- **WORK REQUEST**:
Would you please copy the part of the material below that opens with the line containing "M0,479L116,455L114,517" and closes with the line containing "<!-- street labels -->"? Copy it exactly, and only it.

- **DATA FOR ANALYSIS**:

__________

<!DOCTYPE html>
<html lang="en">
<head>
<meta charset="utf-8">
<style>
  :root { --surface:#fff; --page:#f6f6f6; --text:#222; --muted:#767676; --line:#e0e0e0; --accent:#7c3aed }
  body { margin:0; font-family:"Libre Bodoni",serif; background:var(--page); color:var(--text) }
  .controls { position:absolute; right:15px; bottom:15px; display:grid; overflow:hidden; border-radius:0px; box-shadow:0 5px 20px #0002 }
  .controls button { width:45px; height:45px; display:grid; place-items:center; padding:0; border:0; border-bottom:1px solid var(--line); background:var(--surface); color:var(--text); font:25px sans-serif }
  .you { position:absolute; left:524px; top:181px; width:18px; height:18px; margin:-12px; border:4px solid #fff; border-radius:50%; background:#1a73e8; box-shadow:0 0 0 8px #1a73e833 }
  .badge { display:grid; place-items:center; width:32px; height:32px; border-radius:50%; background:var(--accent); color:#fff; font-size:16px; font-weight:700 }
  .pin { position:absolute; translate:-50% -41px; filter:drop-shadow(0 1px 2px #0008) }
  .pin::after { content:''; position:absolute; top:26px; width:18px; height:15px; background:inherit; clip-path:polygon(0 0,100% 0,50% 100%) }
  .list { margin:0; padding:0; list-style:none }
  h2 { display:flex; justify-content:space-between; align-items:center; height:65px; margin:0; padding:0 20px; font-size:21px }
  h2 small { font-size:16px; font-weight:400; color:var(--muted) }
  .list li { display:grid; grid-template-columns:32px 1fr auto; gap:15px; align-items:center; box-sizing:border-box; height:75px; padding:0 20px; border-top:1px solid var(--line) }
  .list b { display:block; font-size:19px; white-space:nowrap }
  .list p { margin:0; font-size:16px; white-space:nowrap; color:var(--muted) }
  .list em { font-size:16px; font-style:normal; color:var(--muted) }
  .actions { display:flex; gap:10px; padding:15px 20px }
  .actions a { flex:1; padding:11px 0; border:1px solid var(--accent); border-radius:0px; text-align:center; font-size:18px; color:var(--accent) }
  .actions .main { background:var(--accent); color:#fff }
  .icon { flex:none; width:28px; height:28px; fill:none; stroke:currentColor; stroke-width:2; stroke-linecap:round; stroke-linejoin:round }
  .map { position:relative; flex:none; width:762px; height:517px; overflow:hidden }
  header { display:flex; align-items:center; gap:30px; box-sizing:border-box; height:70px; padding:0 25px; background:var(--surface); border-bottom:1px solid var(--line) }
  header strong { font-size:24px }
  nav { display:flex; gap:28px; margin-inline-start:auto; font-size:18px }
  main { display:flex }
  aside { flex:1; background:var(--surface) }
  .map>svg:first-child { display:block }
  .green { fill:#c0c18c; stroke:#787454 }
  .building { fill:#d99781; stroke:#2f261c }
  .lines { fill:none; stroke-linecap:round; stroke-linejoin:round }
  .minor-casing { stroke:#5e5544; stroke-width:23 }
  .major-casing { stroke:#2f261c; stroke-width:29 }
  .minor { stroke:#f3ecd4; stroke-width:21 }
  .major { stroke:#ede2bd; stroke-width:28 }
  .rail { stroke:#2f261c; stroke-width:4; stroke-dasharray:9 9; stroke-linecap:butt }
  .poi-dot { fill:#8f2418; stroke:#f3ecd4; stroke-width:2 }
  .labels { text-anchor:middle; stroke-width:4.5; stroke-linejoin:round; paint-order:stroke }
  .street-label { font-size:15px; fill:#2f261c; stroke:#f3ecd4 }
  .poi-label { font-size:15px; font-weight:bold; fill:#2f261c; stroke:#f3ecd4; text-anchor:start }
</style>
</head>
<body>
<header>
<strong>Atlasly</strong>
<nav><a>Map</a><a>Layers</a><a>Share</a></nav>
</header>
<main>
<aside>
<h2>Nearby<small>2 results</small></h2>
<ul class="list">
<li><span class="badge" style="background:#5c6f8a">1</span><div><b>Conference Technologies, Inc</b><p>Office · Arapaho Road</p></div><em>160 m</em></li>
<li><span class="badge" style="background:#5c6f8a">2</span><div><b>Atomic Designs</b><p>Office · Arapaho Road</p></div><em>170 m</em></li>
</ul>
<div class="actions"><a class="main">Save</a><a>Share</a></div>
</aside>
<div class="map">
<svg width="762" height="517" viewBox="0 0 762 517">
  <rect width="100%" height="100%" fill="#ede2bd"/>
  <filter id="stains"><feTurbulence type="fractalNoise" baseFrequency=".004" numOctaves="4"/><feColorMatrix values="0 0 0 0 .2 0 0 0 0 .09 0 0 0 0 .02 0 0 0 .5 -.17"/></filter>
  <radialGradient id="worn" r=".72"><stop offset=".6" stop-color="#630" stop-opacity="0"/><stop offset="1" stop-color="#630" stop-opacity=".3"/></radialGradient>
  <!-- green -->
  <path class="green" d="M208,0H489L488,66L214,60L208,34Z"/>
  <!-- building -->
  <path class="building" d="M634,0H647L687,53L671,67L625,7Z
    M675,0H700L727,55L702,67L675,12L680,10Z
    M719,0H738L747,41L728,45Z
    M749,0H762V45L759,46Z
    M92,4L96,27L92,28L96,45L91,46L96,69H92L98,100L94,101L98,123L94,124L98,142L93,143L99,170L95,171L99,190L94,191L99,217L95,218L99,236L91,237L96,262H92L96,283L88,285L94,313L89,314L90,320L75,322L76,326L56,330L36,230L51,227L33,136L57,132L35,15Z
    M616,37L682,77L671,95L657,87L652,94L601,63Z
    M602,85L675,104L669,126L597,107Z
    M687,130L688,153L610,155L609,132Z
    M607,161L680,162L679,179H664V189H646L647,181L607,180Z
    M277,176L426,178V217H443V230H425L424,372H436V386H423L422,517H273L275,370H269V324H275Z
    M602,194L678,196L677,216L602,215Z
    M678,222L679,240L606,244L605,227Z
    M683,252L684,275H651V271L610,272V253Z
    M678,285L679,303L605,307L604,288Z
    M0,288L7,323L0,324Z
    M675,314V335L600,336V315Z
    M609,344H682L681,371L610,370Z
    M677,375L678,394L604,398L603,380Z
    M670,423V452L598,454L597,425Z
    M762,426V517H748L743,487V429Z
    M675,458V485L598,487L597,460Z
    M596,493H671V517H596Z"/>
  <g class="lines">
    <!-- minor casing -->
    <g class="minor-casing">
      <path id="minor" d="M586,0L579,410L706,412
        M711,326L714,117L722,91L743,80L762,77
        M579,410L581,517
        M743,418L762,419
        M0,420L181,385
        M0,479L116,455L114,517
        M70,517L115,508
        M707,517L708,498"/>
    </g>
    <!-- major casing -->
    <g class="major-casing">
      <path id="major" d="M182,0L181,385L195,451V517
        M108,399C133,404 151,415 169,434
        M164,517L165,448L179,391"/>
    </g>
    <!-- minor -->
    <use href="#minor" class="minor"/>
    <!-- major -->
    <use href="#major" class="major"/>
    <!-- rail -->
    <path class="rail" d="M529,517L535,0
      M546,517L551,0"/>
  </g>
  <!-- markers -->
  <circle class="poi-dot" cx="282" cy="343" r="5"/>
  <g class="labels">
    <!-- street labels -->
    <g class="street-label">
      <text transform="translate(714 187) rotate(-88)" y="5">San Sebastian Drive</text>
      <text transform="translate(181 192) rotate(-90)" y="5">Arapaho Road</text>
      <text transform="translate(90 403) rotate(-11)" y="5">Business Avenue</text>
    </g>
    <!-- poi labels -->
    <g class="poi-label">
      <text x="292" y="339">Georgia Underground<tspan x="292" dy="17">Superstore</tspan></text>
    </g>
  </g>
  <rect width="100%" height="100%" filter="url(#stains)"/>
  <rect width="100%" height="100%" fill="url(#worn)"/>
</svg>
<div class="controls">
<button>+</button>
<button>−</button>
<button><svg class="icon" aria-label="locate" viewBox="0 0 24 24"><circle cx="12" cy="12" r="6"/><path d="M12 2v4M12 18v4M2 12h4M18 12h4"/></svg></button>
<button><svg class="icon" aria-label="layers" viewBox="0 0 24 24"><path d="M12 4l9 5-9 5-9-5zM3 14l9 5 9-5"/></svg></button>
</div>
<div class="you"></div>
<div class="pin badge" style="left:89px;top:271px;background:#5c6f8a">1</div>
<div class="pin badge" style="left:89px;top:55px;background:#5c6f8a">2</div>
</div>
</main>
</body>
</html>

__________

- **RESPONSE TO THE TASK**:
        M0,479L116,455L114,517
        M70,517L115,508
        M707,517L708,498"/>
    </g>
    <!-- major casing -->
    <g class="major-casing">
      <path id="major" d="M182,0L181,385L195,451V517
        M108,399C133,404 151,415 169,434
        M164,517L165,448L179,391"/>
    </g>
    <!-- minor -->
    <use href="#minor" class="minor"/>
    <!-- major -->
    <use href="#major" class="major"/>
    <!-- rail -->
    <path class="rail" d="M529,517L535,0
      M546,517L551,0"/>
  </g>
  <!-- markers -->
  <circle class="poi-dot" cx="282" cy="343" r="5"/>
  <g class="labels">
    <!-- street labels -->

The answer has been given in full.